Display Options Threshold/Breakthrough Mark All as Read Mark All as Unread
The Fine Print: The following comments are owned by whoever posted them. We are not responsible for them in any way.
  • (Score: 2) by darkfeline on Wednesday December 18 2019, @08:15AM (1 child)

    by darkfeline (1030) on Wednesday December 18 2019, @08:15AM (#933656) Homepage

    Did you read the summary? The reason the author decided to make it closed source is because companies benefited from it commercially without contributing back to the project. Had the author released the code under GPL in the first place, they would probably not have been forced to close source the project to ensure its survival.

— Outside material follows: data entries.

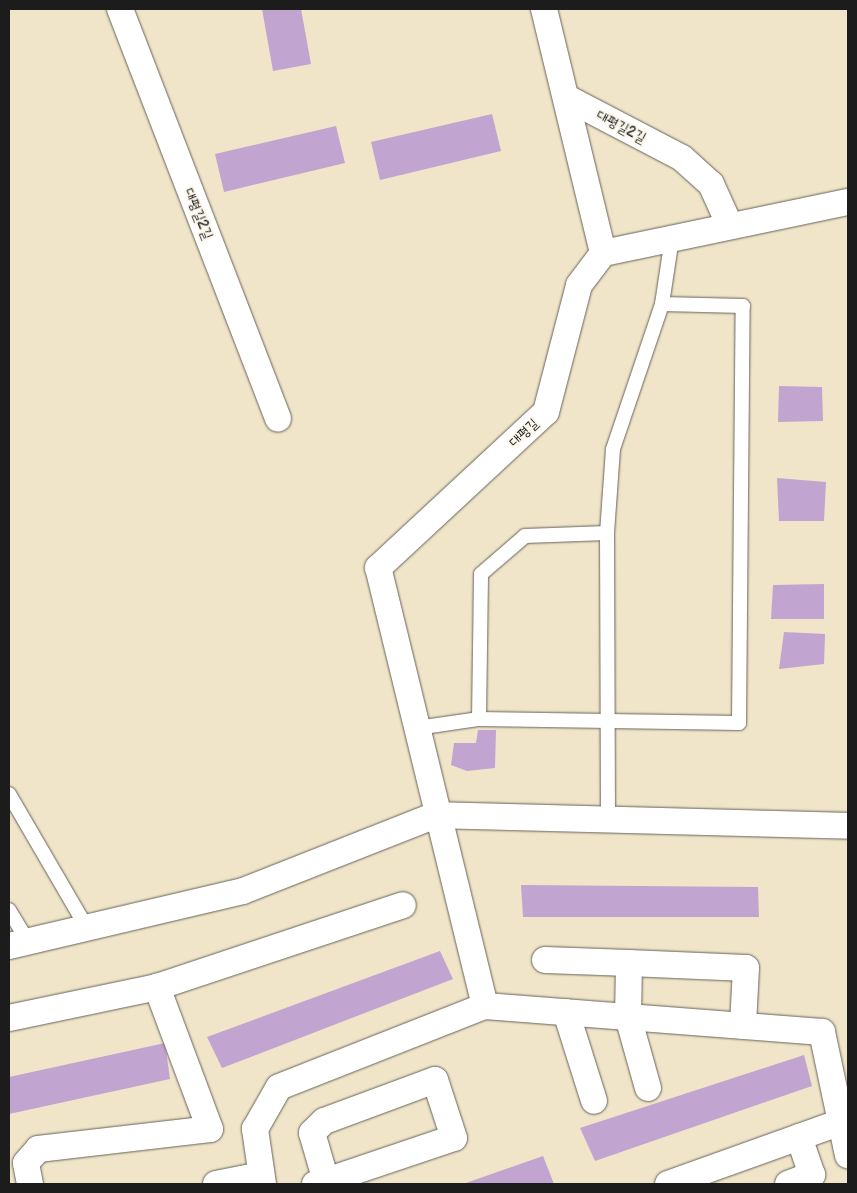 <!DOCTYPE html>
<meta charset="utf-8">
<style>
body{margin:0}
#map{position:relative;width:857px;height:1193px;overflow:hidden;background:#f0e5c9;font-family:"Balsamiq Sans","Poor Story",sans-serif}
div>[style]{position:absolute}
[style*='--x']{left:calc(var(--x)*1px);top:calc(var(--y)*1px);width:calc(var(--w)*1px);rotate:calc(var(--a)*1deg)}
.building>*{inset:0;background:#c1a4d0}
.roads{filter:drop-shadow(0 0 1px #666259) drop-shadow(0 0 1px #666259)}
.service>*{height:14px;margin:-7px;padding:0 7px;transform-origin:7px;border-radius:7px;background:#fff}
.minor>*{height:26px;margin:-13px;padding:0 13px;transform-origin:13px;border-radius:13px;background:#fff}
span{translate:-50% -50%;white-space:nowrap;text-align:center;line-height:1.15;-webkit-text-stroke:4px #fbf7ec;paint-order:stroke}
.street-label{font-size:14px;color:#1c1c1c}
.frame{position:absolute;inset:0;border:10px solid #1c1c1c;pointer-events:none}
</style>
<div id="map">
<div class="building">
<div style="clip-path:polygon(262px 9px,301px 9px,311px 64px,273px 71px)"></div>
<div style="clip-path:polygon(492px 114px,501px 151px,380px 180px,371px 142px)"></div>
<div style="clip-path:polygon(336px 126px,345px 163px,224px 192px,215px 154px)"></div>
<div style="clip-path:polygon(779px 386px,822px 387px,823px 421px,778px 422px)"></div>
<div style="clip-path:polygon(777px 478px,826px 482px,824px 521px,779px 521px)"></div>
<div style="clip-path:polygon(824px 584px,824px 619px,771px 619px,773px 585px)"></div>
<div style="clip-path:polygon(784px 632px,825px 634px,824px 664px,779px 669px)"></div>
<div style="clip-path:polygon(478px 730px,496px 730px,495px 768px,467px 771px,451px 765px,454px 743px,476px 743px)"></div>
<div style="clip-path:polygon(521px 885px,758px 887px,759px 917px,523px 917px)"></div>
<div style="clip-path:polygon(440px 951px,453px 979px,222px 1068px,207px 1037px)"></div>
<div style="clip-path:polygon(165px 1043px,170px 1079px,9px 1114px,9px 1077px)"></div>
<div style="clip-path:polygon(804px 1055px,812px 1086px,595px 1161px,580px 1128px)"></div>
<div style="clip-path:polygon(543px 1156px,554px 1184px,463px 1184px)"></div>
</div>
<div class="roads">
<div class="service">
<div style="--x:479;--y:719;--w:145;--a:-89.2"></div>
<div style="--x:481;--y:574;--w:58;--a:-40.8"></div>
<div style="--x:525;--y:536;--w:82;--a:-2.1"></div>
<div style="--x:417;--y:728;--w:63;--a:-8.3"></div>
<div style="--x:479;--y:719;--w:260;--a:0.9"></div>
<div style="--x:739;--y:723;--w:417;--a:-89.5"></div>
<div style="--x:743;--y:306;--w:81;--a:-178.6"></div>
<div style="--x:662;--y:304;--w:67;--a:-81.4"></div>
<div style="--x:9;--y:794;--w:155;--a:59.8"></div>
<div style="--x:608;--y:819;--w:286;--a:-90.2"></div>
<div style="--x:607;--y:533;--w:84;--a:-85.9"></div>
<div style="--x:613;--y:449;--w:153;--a:-71.3"></div>
<div style="--x:9;--y:910;--w:37;--a:59"></div>
</div>
<div class="minor">
<div style="--x:120;--y:9;--w:439;--a:68.9"></div>
<div style="--x:544;--y:9;--w:251;--a:76.4"></div>
<div style="--x:569;--y:99;--w:127;--a:27.6"></div>
<div style="--x:682;--y:158;--w:39;--a:42"></div>
<div style="--x:711;--y:184;--w:46;--a:65.7"></div>
<div style="--x:9;--y:946;--w:240;--a:-13.2"></div>
<div style="--x:243;--y:891;--w:207;--a:-21.5"></div>
<div style="--x:436;--y:815;--w:412;--a:1.5"></div>
<div style="--x:545;--y:960;--w:84;--a:2"></div>
<div style="--x:485;--y:1006;--w:451;--a:-103.7"></div>
<div style="--x:378;--y:568;--w:229;--a:-42.9"></div>
<div style="--x:546;--y:412;--w:131;--a:-75.4"></div>
<div style="--x:579;--y:285;--w:40;--a:-53"></div>
<div style="--x:603;--y:253;--w:250;--a:-11.8"></div>
<div style="--x:566;--y:1012;--w:93;--a:72.5"></div>
<div style="--x:9;--y:1018;--w:151;--a:-11.8"></div>
<div style="--x:648;--y:1088;--w:74;--a:-105.7"></div>
<div style="--x:628;--y:1017;--w:54;--a:-88.9"></div>
<div style="--x:629;--y:963;--w:117;--a:2.4"></div>
<div style="--x:746;--y:968;--w:58;--a:93"></div>
<div style="--x:30;--y:1184;--w:21;--a:-101"></div>
<div style="--x:26;--y:1163;--w:18;--a:-49"></div>
<div style="--x:38;--y:1149;--w:173;--a:-6.6"></div>
<div style="--x:210;--y:1129;--w:152;--a:-110.5"></div>
<div style="--x:157;--y:987;--w:259;--a:-18.4"></div>
<div style="--x:216;--y:1184;--w:46;--a:-11.3"></div>
<div style="--x:263;--y:1184;--w:56;--a:-98.3"></div>
<div style="--x:255;--y:1129;--w:48;--a:-60.3"></div>
<div style="--x:279;--y:1087;--w:221;--a:-21.5"></div>
<div style="--x:485;--y:1006;--w:338;--a:4.4"></div>
<div style="--x:822;--y:1032;--w:126;--a:78.1"></div>
<div style="--x:315;--y:1184;--w:11;--a:-15"></div>
<div style="--x:326;--y:1181;--w:135;--a:-18.6"></div>
<div style="--x:454;--y:1138;--w:61;--a:-108.1"></div>
<div style="--x:435;--y:1080;--w:118;--a:159.7"></div>
<div style="--x:324;--y:1121;--w:17;--a:135"></div>
<div style="--x:312;--y:1133;--w:50;--a:73.7"></div>
<div style="--x:668;--y:1184;--w:184;--a:-19.7"></div>
<div style="--x:788;--y:1184;--w:26;--a:-21"></div>
<div style="--x:812;--y:1175;--w:40;--a:-108.9"></div>
</div>
</div>
<div class="street-label">
<span style="left:621px;top:127px;rotate:28deg">대평길2길</span>
<span style="left:198px;top:214px;rotate:68deg">대평길2길</span>
<span style="left:524px;top:433px;rotate:-43deg">대평길</span>
</div>
<div class="frame"></div>
</div>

    There's a reason that the BSD license is often derisively referred to as the cuck license.

    --
    Join the SDF Public Access UNIX System today!
    Starting Score:    1  point
    Karma-Bonus Modifier   +1  

    Total Score:   2  
  • (Score: 2) by barbara hudson on Thursday December 19 2019, @12:35AM

    by barbara hudson (6443) <barbara.Jane.hudson@icloud.com> on Thursday December 19 2019, @12:35AM (#934015) Journal

    Did you read the summary? The reason the author decided to make it closed source is because companies benefited from it commercially without contributing back to the project. Had the author released the code under GPL in the first place, they would probably not have been forced to close source the project to ensure its survival.

    Did YOU read it? Because that's not what the author says:

    The outcome? "After the licence change I have been contacted by several companies and negotiated some licence agreements. In this very regard closing the source code of FUSE was a success. In the very least it helped to raise awareness to the difficulties of sustainable open source software development," he said.

    People can't live forever on air. If he can sell a few license agreements, more power to him.

    Or do you have a problem with people charging for software? Free didn't work out too well for RMS in the end - on the day the story of his comments about one of Jeffrey Epstein's victims broke, he was once again begging for a place to stay for a few months.

    At 66, sounds like a great retirement plan - for a hobo. Developers have a right to earn a living from their primary work product, and not just from "well you can sell support" bs.

    --
    SoylentNews is social media. Says so right in the slogan. Soylentnews is people, not tech.